Nottingham Forest privilégie la qualité avec un effectif resserré
Nottingham Forest a choisi son camp cet été : la qualité, pas la quantité.
Oliver Glasner n’a jamais caché sa préférence pour les groupes resserrés. Oubliez donc les vagues de recrues des dernières années.
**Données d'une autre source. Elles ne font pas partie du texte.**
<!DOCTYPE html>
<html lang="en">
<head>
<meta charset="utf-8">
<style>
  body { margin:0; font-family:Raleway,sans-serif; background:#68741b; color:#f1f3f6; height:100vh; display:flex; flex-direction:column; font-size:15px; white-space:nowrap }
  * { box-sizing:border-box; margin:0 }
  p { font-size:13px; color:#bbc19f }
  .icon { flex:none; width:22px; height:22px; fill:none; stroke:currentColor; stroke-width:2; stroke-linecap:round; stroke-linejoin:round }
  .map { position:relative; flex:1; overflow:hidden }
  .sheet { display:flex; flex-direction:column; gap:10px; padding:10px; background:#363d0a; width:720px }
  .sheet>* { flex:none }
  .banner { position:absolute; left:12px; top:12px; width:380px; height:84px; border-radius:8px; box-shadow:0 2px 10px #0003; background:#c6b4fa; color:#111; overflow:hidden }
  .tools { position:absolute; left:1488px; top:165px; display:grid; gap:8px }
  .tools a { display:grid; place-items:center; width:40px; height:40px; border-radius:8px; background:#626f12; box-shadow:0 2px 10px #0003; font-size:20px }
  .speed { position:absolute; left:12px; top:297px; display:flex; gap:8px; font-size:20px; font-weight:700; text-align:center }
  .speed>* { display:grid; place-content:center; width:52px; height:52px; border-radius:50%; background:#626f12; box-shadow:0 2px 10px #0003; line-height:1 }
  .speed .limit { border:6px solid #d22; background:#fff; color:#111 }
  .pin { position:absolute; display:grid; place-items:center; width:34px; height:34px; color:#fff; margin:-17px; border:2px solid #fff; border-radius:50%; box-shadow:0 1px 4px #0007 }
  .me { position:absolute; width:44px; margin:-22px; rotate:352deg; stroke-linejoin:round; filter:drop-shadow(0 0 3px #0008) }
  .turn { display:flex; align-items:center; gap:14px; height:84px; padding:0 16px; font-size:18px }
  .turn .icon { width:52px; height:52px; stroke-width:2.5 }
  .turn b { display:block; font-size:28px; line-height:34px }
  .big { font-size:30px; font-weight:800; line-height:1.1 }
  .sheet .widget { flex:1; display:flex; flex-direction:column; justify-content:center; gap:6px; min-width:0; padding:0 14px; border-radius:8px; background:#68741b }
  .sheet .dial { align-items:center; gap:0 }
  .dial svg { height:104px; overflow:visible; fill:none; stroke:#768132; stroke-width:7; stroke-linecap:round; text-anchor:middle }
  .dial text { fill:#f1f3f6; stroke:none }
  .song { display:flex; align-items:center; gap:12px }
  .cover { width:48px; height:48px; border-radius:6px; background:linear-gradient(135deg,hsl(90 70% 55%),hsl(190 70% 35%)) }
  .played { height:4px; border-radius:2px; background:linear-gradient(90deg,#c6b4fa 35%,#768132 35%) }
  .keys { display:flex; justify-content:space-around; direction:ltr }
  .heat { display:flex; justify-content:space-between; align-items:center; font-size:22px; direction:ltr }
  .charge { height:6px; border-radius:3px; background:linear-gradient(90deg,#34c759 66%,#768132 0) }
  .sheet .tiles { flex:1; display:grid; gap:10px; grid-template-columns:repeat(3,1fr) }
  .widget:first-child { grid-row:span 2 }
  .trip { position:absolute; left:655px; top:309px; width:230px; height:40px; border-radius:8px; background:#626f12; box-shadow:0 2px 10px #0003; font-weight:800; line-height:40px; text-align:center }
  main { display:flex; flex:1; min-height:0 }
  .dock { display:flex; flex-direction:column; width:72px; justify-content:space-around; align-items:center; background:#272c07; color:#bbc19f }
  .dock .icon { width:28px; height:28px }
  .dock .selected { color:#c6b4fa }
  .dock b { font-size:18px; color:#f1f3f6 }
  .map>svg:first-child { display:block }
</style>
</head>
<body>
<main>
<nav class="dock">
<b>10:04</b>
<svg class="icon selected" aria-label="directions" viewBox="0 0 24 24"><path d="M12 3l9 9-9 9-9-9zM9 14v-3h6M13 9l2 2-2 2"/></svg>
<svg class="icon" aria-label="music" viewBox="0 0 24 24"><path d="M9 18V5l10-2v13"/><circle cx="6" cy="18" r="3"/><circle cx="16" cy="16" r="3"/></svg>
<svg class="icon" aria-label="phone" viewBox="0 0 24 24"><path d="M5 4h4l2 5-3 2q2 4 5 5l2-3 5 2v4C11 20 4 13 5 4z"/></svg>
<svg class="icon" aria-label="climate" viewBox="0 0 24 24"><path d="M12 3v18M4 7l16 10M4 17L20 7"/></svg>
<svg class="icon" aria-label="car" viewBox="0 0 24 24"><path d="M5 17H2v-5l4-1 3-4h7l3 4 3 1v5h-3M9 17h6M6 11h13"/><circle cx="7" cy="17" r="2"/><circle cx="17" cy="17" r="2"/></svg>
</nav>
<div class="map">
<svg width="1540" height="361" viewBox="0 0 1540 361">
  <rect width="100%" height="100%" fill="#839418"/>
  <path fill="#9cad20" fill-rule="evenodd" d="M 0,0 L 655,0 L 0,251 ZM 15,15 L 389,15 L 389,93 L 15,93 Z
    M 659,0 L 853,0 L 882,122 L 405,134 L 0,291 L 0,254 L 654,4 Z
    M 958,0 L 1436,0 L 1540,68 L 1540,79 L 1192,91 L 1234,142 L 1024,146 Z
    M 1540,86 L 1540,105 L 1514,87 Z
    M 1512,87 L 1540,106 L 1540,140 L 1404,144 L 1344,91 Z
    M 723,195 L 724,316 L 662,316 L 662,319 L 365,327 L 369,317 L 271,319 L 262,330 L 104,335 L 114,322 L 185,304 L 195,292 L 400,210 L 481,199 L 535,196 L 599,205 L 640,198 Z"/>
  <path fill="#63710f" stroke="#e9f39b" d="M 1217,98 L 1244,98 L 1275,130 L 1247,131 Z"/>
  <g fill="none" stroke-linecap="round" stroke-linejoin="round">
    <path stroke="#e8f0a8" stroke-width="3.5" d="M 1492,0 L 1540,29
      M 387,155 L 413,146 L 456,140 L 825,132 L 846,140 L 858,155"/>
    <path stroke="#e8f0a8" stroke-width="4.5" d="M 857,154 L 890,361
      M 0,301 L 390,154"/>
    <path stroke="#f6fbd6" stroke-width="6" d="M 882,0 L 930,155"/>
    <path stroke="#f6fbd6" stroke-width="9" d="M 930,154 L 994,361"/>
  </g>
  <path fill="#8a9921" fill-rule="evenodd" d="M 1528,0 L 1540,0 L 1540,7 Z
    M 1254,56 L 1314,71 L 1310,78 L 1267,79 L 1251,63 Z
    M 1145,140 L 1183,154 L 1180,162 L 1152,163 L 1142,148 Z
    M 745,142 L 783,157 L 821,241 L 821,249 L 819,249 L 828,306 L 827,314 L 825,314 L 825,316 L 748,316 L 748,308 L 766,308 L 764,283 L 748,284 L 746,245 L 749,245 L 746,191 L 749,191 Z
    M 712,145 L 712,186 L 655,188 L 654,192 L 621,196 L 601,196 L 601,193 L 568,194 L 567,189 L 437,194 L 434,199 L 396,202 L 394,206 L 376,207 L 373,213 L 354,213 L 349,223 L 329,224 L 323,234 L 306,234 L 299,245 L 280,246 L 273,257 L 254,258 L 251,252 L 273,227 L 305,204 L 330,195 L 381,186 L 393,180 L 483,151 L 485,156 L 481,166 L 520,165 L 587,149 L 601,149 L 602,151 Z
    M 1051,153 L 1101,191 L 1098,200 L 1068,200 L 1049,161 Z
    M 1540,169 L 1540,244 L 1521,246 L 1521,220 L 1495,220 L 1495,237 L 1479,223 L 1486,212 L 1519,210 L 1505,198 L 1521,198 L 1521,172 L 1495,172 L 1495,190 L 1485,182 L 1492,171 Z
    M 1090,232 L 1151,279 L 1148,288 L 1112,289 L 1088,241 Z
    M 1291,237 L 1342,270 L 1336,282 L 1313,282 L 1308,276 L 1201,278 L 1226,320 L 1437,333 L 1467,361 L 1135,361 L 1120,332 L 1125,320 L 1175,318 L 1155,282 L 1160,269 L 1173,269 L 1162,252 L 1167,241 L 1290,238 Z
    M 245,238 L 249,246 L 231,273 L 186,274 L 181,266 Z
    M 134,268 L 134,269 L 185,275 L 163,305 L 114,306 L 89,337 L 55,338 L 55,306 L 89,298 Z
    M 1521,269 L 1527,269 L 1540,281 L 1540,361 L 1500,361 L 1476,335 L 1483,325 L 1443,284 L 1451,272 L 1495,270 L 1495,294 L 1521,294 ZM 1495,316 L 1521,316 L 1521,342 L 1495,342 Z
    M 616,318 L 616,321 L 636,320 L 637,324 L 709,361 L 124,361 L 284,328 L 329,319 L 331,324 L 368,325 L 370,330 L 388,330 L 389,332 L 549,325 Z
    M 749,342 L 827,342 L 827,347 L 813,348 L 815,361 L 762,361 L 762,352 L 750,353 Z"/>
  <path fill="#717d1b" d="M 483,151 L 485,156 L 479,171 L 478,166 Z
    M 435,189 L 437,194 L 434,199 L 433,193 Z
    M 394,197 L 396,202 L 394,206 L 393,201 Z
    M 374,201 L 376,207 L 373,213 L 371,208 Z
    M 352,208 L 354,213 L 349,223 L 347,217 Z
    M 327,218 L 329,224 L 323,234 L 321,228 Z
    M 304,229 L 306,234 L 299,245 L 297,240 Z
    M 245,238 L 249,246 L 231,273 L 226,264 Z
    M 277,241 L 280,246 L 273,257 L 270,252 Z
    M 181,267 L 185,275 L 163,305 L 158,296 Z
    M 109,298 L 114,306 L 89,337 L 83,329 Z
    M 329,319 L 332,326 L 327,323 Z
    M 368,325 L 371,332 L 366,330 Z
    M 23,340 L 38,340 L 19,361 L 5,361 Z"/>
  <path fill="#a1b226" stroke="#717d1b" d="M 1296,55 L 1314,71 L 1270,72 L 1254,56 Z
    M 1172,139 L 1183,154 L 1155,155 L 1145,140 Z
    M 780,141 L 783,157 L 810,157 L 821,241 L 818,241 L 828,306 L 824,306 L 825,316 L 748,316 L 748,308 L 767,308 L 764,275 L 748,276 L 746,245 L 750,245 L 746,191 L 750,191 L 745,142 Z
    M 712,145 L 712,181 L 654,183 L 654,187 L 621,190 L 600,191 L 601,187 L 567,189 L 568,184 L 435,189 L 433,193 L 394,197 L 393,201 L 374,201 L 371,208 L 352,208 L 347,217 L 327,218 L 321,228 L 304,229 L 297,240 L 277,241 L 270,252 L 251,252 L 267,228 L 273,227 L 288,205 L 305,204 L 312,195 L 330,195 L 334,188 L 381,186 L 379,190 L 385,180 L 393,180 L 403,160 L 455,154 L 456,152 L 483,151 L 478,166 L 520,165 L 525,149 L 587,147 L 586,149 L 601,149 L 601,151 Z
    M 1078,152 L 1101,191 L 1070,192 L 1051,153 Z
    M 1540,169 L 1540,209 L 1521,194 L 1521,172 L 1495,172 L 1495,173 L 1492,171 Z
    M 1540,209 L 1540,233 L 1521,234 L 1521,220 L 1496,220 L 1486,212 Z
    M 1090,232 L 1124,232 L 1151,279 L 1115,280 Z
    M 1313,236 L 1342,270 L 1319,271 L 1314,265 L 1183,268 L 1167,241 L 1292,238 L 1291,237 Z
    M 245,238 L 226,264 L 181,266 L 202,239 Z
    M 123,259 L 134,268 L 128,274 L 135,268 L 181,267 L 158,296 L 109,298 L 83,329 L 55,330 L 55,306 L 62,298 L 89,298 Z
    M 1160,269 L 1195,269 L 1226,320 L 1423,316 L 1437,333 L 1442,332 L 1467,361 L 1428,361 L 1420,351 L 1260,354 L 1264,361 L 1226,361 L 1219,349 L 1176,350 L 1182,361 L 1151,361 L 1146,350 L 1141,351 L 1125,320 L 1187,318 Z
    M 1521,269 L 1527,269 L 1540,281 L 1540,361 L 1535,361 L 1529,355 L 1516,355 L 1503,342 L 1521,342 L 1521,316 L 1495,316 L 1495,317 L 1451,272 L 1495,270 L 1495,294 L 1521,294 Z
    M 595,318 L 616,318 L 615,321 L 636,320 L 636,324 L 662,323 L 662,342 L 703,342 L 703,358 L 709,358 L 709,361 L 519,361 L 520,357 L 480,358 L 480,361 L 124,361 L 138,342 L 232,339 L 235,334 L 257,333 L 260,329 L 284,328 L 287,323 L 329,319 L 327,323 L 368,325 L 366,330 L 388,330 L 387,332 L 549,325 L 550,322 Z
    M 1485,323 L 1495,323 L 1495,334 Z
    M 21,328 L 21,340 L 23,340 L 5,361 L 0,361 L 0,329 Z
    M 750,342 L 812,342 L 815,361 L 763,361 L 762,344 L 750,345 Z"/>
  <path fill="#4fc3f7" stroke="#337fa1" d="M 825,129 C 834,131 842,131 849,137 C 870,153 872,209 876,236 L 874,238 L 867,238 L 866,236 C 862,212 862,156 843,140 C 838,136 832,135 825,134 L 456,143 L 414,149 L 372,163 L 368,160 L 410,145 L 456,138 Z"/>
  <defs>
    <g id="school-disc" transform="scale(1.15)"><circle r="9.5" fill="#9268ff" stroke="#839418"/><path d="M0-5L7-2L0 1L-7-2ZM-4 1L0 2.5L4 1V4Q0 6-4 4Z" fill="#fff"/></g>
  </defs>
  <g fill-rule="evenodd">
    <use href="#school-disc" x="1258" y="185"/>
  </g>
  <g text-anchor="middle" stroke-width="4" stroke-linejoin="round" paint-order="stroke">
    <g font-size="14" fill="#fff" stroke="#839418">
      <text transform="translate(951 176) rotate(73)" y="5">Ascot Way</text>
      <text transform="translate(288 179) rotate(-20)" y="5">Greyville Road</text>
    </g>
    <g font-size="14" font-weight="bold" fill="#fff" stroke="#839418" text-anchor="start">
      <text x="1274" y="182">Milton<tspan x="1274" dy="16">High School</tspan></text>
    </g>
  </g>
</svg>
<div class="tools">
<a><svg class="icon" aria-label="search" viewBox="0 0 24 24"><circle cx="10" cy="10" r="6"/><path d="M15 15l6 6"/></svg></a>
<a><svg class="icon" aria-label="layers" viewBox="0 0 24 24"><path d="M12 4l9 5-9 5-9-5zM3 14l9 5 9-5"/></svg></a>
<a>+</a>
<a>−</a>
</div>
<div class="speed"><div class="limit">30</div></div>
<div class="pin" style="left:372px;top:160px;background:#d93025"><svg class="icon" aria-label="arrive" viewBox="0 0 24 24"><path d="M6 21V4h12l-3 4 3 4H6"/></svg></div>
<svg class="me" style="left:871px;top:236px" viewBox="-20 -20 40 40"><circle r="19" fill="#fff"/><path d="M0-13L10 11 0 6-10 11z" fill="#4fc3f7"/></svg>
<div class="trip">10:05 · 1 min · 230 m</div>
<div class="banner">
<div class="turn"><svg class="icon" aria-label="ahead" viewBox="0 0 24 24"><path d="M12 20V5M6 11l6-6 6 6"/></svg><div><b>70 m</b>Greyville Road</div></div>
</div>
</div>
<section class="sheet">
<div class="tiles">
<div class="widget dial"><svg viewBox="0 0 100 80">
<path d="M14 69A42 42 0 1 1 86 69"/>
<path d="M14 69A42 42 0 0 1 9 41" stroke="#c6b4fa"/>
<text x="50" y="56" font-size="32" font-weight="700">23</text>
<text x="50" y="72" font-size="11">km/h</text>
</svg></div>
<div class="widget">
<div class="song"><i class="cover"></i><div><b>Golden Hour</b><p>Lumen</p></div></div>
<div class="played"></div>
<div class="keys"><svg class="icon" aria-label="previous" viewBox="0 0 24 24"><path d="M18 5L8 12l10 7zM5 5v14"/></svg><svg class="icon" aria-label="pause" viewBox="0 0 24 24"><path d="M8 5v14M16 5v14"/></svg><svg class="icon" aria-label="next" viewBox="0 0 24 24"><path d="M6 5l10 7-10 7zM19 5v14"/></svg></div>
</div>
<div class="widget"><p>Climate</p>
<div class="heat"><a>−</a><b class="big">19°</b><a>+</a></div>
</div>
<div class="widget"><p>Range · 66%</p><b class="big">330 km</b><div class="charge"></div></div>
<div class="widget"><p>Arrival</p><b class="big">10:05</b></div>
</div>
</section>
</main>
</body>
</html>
Cette fois, le club a ciblé peu de joueurs, mais des renforts lourds, capables de changer le visage de l’équipe dans les zones clés.
Liam Delap
Liam Delap, recruté pour 50 millions de livres, incarne ce virage. Il arrive comme le successeur naturel de Chris Wood, avec une promesse simple : du temps de jeu, de la continuité, et la possibilité de relancer une carrière freinée par son passage cauchemardesque à Chelsea. À Forest, il ne sera pas une option de secours, mais un point d’ancrage de l’attaque.
Structure Défensive
Derrière lui, la structure se précise aussi. Ousmane Diomande, arraché pour 34 millions de livres, doit s’intégrer dans une défense à trois aux côtés de Murillo et Nikola Milenkovic. Un trio pensé pour être complémentaire, agressif, capable de défendre haut et de relancer proprement. Glasner sait exactement ce qu’il veut de cette ligne : de la personnalité, de la verticalité, et une base stable pour tout le reste.
Hiérarchie à Droite
Sur le côté droit, la hiérarchie est bousculée. Daniel Munoz a suivi Glasner depuis Crystal Palace et vient directement menacer la place d’Ola Aina. Un signal clair : personne n’est installé, les statuts se gagnent, ils ne se protègent pas. Munoz connaît les exigences de son entraîneur, ses principes, son intensité. Il arrive avec une longueur d’avance tactique.
Milieu de Terrain
Au milieu, un visage familier pour le coach : Xaver Schlager. Les deux hommes se sont déjà croisés à Wolfsburg, et cette connexion compte. Glasner sait qu’il peut lui confier le cœur du jeu, l’organisation, le pressing, sans avoir besoin de longues explications. Il n’y a pas eu de grande star pour combler le vide laissé par Elliot Anderson, mais Schlager apporte une forme de fiabilité et de confiance immédiate qui, pour un entraîneur, vaut parfois plus qu’un nom clinquant.
Absence de Coupe d'Europe
Un élément change tout cette saison : l’absence de coupe d’Europe. Après une campagne précédente usante, terminée en demi-finales de l’Europa League et une lourde défaite au retour contre Aston Villa avec un effectif à bout de forces, Forest va respirer. Moins de voyages, moins de matches à gérer, moins de bricolage en fin de série. Pour un coach qui aime travailler dans le détail, c’est presque un luxe.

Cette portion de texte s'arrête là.